The Benefits of Copper

  • The surface of copper develops a patina over time, which protects the copper below and resists corrosion.
  • It is very durable and can last hundreds of years – great for sustainability.
  • It is recyclable, and the quality holds up.
  • Copper is a low maintenance material that requires no cleaning.
  • It has a low thermal expansion compared to other metals.
  • It is lightweight. A copper roof is ¼ the weight of a tiled roof – this also means a lower cost for roof support.
  • In residential applications, copper and its alloys are frequently used for lightning protection. The most common alloys of copper are bronze (copper and tin) and brass (copper and zinc).
  • A copper roof can tie in stylistically with other copper elements like downspouts, scuppers, and flashings.
  • Copper can have a higher initial cost than other roofing materials, but its longevity and low level of maintenance make up for this over the long term.

A History of Copper in the United States

The origin of rolled copper in the US is rooted in Boston’s history. Benjamin Stoddert, Secretary of the Navy from 1798-1801, wanted a strong navy but also hoped to decrease dependence on Britain for copper products. Copper creates an oxide coating when it interacts with seawater, making it an ideal material for the bottom of a wooden ship, as it protects the wood and prevents build-up of barnacles and residue. Stoddert reached out to Paul Revere to encourage him to develop a process for cold rolling copper here in America.

In 1800, Paul Revere received a loan from the Federal Government, purchased a mill in Canton, MA, and converted it into a copper rolling mill. Revere had been rolling silver since 1785, but it took him a few years to master the process. In addition to “coppering” the navy fleet, in 1802 Revere also covered the dome of the new Massachusetts State House with his copper sheets. He was the first American to roll sheets of copper as a successful business.

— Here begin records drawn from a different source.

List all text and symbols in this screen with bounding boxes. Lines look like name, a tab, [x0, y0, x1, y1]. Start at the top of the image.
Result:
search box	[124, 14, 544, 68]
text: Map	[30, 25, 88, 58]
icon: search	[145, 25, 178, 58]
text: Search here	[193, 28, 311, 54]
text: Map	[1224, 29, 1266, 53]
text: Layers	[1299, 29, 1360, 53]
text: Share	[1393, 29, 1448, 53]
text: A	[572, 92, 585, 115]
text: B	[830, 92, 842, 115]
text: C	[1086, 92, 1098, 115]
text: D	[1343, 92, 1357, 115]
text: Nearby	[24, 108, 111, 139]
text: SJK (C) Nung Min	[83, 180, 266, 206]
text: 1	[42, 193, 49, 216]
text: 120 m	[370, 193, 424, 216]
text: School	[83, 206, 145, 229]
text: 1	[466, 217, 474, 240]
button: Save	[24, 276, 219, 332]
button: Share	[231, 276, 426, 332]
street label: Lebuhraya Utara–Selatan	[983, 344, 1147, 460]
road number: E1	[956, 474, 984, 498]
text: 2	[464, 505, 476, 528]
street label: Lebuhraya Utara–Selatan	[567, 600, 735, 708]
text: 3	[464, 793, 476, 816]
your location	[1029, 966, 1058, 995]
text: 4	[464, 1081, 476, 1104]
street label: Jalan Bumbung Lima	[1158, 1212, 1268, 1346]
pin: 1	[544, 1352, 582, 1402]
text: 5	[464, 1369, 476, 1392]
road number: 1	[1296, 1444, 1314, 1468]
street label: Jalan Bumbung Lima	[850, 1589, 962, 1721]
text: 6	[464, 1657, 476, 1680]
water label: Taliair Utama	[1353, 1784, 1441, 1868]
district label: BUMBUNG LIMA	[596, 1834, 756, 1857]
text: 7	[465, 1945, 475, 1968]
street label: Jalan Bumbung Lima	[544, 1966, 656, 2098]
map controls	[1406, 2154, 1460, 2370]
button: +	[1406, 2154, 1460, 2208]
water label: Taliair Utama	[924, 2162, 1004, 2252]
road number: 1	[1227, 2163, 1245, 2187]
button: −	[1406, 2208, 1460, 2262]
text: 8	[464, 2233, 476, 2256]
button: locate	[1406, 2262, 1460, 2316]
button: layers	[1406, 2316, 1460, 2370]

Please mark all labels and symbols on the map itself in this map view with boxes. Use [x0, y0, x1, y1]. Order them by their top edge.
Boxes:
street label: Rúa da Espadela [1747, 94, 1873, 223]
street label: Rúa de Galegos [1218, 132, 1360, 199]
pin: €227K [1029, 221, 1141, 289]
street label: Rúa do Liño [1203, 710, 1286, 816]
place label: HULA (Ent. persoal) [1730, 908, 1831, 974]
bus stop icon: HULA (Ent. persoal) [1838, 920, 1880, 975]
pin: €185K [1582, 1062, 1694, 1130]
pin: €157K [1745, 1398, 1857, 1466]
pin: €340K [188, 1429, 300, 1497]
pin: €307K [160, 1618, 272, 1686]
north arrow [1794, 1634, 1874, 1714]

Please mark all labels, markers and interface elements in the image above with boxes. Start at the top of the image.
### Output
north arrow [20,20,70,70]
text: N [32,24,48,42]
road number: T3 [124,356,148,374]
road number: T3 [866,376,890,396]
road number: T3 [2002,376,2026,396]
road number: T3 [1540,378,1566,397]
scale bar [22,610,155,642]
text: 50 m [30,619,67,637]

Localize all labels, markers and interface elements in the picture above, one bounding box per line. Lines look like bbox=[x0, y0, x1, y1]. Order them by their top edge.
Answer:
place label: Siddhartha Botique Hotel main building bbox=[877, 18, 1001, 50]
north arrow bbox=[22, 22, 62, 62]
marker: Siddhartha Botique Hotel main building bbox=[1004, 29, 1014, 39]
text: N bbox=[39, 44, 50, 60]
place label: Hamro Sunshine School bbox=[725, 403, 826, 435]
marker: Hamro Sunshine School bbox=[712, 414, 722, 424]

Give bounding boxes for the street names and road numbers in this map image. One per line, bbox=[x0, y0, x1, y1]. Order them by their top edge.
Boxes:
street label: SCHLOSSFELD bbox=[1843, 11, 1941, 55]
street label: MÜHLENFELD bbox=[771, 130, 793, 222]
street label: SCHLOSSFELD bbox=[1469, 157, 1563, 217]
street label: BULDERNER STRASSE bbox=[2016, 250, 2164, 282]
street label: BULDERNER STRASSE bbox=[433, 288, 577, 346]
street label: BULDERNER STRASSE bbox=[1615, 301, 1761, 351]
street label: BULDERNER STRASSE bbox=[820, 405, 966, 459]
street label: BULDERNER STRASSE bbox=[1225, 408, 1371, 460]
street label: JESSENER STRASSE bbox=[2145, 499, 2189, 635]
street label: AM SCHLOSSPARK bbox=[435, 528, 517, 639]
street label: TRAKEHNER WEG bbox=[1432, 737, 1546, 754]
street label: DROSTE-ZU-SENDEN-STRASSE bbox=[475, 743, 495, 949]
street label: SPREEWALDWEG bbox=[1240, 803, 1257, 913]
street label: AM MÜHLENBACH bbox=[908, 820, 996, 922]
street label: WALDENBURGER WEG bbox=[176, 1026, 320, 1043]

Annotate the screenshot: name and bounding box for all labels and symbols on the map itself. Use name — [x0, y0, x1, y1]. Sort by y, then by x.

Thanks to the process laid out by Revere and perfected over the years, rolled copper is now an accessible element for residential applications. Today it commonly comes as lead coated copper. The lead helps the roof from weathering and is easy to manipulate as it is malleable. Lead coated copper does not stain brick, stone, or other porous materials, can be painted or allowed to patina, and is very watertight when installed properly. From a design standpoint, lead coated copper is sometimes selected for those seeking gray color tones as opposed to the red coloring of copper. This allows for more flexibility, as homeowners can decide how bold they wish to be in using copper as a design accent.

Whatever your design preference, copper can lend durability and character to your home that will last for years to come.